• WORK TASK: The data that follows is to be given again, exactly as written.

• RECORD EXTRACTS:
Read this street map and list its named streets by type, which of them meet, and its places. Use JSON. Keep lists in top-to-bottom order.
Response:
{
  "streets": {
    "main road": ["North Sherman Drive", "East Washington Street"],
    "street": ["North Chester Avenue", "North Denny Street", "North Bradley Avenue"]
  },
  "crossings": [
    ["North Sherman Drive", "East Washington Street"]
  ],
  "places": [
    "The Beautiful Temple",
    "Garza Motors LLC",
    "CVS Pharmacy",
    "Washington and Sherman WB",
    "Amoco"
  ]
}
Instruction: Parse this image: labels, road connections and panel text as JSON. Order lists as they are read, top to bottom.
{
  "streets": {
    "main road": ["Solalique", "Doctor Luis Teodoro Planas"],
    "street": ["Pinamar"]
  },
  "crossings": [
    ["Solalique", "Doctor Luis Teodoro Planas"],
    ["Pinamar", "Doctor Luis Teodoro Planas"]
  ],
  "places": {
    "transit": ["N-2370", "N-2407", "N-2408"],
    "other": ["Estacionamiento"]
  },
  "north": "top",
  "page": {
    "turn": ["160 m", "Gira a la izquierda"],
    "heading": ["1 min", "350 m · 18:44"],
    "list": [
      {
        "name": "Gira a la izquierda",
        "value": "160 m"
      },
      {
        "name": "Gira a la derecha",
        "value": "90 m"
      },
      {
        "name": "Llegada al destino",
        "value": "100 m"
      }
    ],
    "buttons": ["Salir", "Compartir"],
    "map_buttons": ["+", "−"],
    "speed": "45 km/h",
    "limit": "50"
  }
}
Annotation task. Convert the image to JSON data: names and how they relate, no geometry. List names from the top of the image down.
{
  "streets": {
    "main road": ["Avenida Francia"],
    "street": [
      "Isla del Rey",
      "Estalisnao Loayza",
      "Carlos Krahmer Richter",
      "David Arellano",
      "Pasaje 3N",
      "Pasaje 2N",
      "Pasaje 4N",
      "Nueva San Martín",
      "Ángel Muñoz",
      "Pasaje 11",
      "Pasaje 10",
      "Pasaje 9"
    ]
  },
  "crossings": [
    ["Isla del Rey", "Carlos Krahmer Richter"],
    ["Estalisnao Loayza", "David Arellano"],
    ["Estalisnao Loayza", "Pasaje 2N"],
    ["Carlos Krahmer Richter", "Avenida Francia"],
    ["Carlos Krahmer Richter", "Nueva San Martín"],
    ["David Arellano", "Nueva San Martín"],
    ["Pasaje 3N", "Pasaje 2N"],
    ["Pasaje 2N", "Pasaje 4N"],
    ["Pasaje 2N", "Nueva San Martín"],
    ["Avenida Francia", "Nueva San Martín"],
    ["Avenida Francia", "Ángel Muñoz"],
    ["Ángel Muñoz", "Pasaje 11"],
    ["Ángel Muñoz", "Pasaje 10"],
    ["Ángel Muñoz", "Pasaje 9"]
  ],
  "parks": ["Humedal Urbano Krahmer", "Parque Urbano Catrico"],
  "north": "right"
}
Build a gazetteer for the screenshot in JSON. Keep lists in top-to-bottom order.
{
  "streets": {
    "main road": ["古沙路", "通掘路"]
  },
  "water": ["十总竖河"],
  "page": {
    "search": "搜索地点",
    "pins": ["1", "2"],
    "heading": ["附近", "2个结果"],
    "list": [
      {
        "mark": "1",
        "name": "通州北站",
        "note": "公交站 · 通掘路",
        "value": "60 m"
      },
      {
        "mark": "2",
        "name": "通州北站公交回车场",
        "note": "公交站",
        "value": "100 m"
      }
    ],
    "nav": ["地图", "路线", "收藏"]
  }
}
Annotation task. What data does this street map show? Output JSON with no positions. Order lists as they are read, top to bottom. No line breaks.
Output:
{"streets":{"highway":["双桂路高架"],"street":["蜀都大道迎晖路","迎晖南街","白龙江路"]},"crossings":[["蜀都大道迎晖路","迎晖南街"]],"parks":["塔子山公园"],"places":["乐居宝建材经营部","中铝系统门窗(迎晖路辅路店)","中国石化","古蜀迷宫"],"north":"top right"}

• RESULT OF THIS EXERCISE:
Read this street map and list its named streets by type, which of them meet, and its places. Use JSON. Keep lists in top-to-bottom order.
Response:
{
  "streets": {
    "main road": ["North Sherman Drive", "East Washington Street"],
    "street": ["North Chester Avenue", "North Denny Street", "North Bradley Avenue"]
  },
  "crossings": [
    ["North Sherman Drive", "East Washington Street"]
  ],
  "places": [
    "The Beautiful Temple",
    "Garza Motors LLC",
    "CVS Pharmacy",
    "Washington and Sherman WB",
    "Amoco"
  ]
}
Instruction: Parse this image: labels, road connections and panel text as JSON. Order lists as they are read, top to bottom.
{
  "streets": {
    "main road": ["Solalique", "Doctor Luis Teodoro Planas"],
    "street": ["Pinamar"]
  },
  "crossings": [
    ["Solalique", "Doctor Luis Teodoro Planas"],
    ["Pinamar", "Doctor Luis Teodoro Planas"]
  ],
  "places": {
    "transit": ["N-2370", "N-2407", "N-2408"],
    "other": ["Estacionamiento"]
  },
  "north": "top",
  "page": {
    "turn": ["160 m", "Gira a la izquierda"],
    "heading": ["1 min", "350 m · 18:44"],
    "list": [
      {
        "name": "Gira a la izquierda",
        "value": "160 m"
      },
      {
        "name": "Gira a la derecha",
        "value": "90 m"
      },
      {
        "name": "Llegada al destino",
        "value": "100 m"
      }
    ],
    "buttons": ["Salir", "Compartir"],
    "map_buttons": ["+", "−"],
    "speed": "45 km/h",
    "limit": "50"
  }
}
Annotation task. Convert the image to JSON data: names and how they relate, no geometry. List names from the top of the image down.
{
  "streets": {
    "main road": ["Avenida Francia"],
    "street": [
      "Isla del Rey",
      "Estalisnao Loayza",
      "Carlos Krahmer Richter",
      "David Arellano",
      "Pasaje 3N",
      "Pasaje 2N",
      "Pasaje 4N",
      "Nueva San Martín",
      "Ángel Muñoz",
      "Pasaje 11",
      "Pasaje 10",
      "Pasaje 9"
    ]
  },
  "crossings": [
    ["Isla del Rey", "Carlos Krahmer Richter"],
    ["Estalisnao Loayza", "David Arellano"],
    ["Estalisnao Loayza", "Pasaje 2N"],
    ["Carlos Krahmer Richter", "Avenida Francia"],
    ["Carlos Krahmer Richter", "Nueva San Martín"],
    ["David Arellano", "Nueva San Martín"],
    ["Pasaje 3N", "Pasaje 2N"],
    ["Pasaje 2N", "Pasaje 4N"],
    ["Pasaje 2N", "Nueva San Martín"],
    ["Avenida Francia", "Nueva San Martín"],
    ["Avenida Francia", "Ángel Muñoz"],
    ["Ángel Muñoz", "Pasaje 11"],
    ["Ángel Muñoz", "Pasaje 10"],
    ["Ángel Muñoz", "Pasaje 9"]
  ],
  "parks": ["Humedal Urbano Krahmer", "Parque Urbano Catrico"],
  "north": "right"
}
Build a gazetteer for the screenshot in JSON. Keep lists in top-to-bottom order.
{
  "streets": {
    "main road": ["古沙路", "通掘路"]
  },
  "water": ["十总竖河"],
  "page": {
    "search": "搜索地点",
    "pins": ["1", "2"],
    "heading": ["附近", "2个结果"],
    "list": [
      {
        "mark": "1",
        "name": "通州北站",
        "note": "公交站 · 通掘路",
        "value": "60 m"
      },
      {
        "mark": "2",
        "name": "通州北站公交回车场",
        "note": "公交站",
        "value": "100 m"
      }
    ],
    "nav": ["地图", "路线", "收藏"]
  }
}
Annotation task. What data does this street map show? Output JSON with no positions. Order lists as they are read, top to bottom. No line breaks.
Output:
{"streets":{"highway":["双桂路高架"],"street":["蜀都大道迎晖路","迎晖南街","白龙江路"]},"crossings":[["蜀都大道迎晖路","迎晖南街"]],"parks":["塔子山公园"],"places":["乐居宝建材经营部","中铝系统门窗(迎晖路辅路店)","中国石化","古蜀迷宫"],"north":"top right"}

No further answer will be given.